## TASK GOAL
The response is to be the full listing, set down exactly.

## SUPPLIED RECORDS
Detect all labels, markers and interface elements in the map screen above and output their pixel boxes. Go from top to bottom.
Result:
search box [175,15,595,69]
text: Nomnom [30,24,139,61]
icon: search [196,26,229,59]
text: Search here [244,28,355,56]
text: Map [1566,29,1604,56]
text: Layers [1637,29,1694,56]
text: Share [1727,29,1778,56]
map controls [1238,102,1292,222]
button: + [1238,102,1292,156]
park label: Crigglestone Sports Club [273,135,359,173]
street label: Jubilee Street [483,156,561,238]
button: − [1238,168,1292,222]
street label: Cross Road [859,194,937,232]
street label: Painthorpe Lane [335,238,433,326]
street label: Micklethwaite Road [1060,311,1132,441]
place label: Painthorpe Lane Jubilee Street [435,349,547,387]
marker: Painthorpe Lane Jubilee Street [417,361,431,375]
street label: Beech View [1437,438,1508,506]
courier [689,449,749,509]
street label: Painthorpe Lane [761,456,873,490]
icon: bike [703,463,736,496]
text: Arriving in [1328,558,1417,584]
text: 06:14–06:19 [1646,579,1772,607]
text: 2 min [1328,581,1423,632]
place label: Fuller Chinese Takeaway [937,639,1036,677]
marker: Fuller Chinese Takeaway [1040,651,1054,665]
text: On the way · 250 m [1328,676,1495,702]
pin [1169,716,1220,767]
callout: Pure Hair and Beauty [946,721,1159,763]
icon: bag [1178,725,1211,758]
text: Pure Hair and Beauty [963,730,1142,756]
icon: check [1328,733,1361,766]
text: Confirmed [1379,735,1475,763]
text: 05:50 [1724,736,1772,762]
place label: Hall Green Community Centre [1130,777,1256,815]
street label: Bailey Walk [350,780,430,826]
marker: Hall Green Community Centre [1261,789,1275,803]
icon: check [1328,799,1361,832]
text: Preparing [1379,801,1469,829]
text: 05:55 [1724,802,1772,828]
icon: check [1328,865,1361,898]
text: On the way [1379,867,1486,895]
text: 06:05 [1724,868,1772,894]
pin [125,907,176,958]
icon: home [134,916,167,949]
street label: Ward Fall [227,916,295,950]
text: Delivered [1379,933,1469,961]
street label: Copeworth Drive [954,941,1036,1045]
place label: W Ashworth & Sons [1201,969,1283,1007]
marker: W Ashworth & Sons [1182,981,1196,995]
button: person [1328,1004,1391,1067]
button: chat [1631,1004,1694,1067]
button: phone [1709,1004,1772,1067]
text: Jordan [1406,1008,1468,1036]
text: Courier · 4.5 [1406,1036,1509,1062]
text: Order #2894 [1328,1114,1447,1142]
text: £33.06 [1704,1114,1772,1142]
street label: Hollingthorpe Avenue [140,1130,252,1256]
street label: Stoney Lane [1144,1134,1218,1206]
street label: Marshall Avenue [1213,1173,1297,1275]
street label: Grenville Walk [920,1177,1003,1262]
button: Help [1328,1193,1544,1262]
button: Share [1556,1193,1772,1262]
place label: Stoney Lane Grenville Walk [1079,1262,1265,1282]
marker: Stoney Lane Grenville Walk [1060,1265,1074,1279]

## ANSWER FOR THE TASK
Detect all labels, markers and interface elements in the map screen above and output their pixel boxes. Go from top to bottom.
Result:
search box [175,15,595,69]
text: Nomnom [30,24,139,61]
icon: search [196,26,229,59]
text: Search here [244,28,355,56]
text: Map [1566,29,1604,56]
text: Layers [1637,29,1694,56]
text: Share [1727,29,1778,56]
map controls [1238,102,1292,222]
button: + [1238,102,1292,156]
park label: Crigglestone Sports Club [273,135,359,173]
street label: Jubilee Street [483,156,561,238]
button: − [1238,168,1292,222]
street label: Cross Road [859,194,937,232]
street label: Painthorpe Lane [335,238,433,326]
street label: Micklethwaite Road [1060,311,1132,441]
place label: Painthorpe Lane Jubilee Street [435,349,547,387]
marker: Painthorpe Lane Jubilee Street [417,361,431,375]
street label: Beech View [1437,438,1508,506]
courier [689,449,749,509]
street label: Painthorpe Lane [761,456,873,490]
icon: bike [703,463,736,496]
text: Arriving in [1328,558,1417,584]
text: 06:14–06:19 [1646,579,1772,607]
text: 2 min [1328,581,1423,632]
place label: Fuller Chinese Takeaway [937,639,1036,677]
marker: Fuller Chinese Takeaway [1040,651,1054,665]
text: On the way · 250 m [1328,676,1495,702]
pin [1169,716,1220,767]
callout: Pure Hair and Beauty [946,721,1159,763]
icon: bag [1178,725,1211,758]
text: Pure Hair and Beauty [963,730,1142,756]
icon: check [1328,733,1361,766]
text: Confirmed [1379,735,1475,763]
text: 05:50 [1724,736,1772,762]
place label: Hall Green Community Centre [1130,777,1256,815]
street label: Bailey Walk [350,780,430,826]
marker: Hall Green Community Centre [1261,789,1275,803]
icon: check [1328,799,1361,832]
text: Preparing [1379,801,1469,829]
text: 05:55 [1724,802,1772,828]
icon: check [1328,865,1361,898]
text: On the way [1379,867,1486,895]
text: 06:05 [1724,868,1772,894]
pin [125,907,176,958]
icon: home [134,916,167,949]
street label: Ward Fall [227,916,295,950]
text: Delivered [1379,933,1469,961]
street label: Copeworth Drive [954,941,1036,1045]
place label: W Ashworth & Sons [1201,969,1283,1007]
marker: W Ashworth & Sons [1182,981,1196,995]
button: person [1328,1004,1391,1067]
button: chat [1631,1004,1694,1067]
button: phone [1709,1004,1772,1067]
text: Jordan [1406,1008,1468,1036]
text: Courier · 4.5 [1406,1036,1509,1062]
text: Order #2894 [1328,1114,1447,1142]
text: £33.06 [1704,1114,1772,1142]
street label: Hollingthorpe Avenue [140,1130,252,1256]
street label: Stoney Lane [1144,1134,1218,1206]
street label: Marshall Avenue [1213,1173,1297,1275]
street label: Grenville Walk [920,1177,1003,1262]
button: Help [1328,1193,1544,1262]
button: Share [1556,1193,1772,1262]
place label: Stoney Lane Grenville Walk [1079,1262,1265,1282]
marker: Stoney Lane Grenville Walk [1060,1265,1074,1279]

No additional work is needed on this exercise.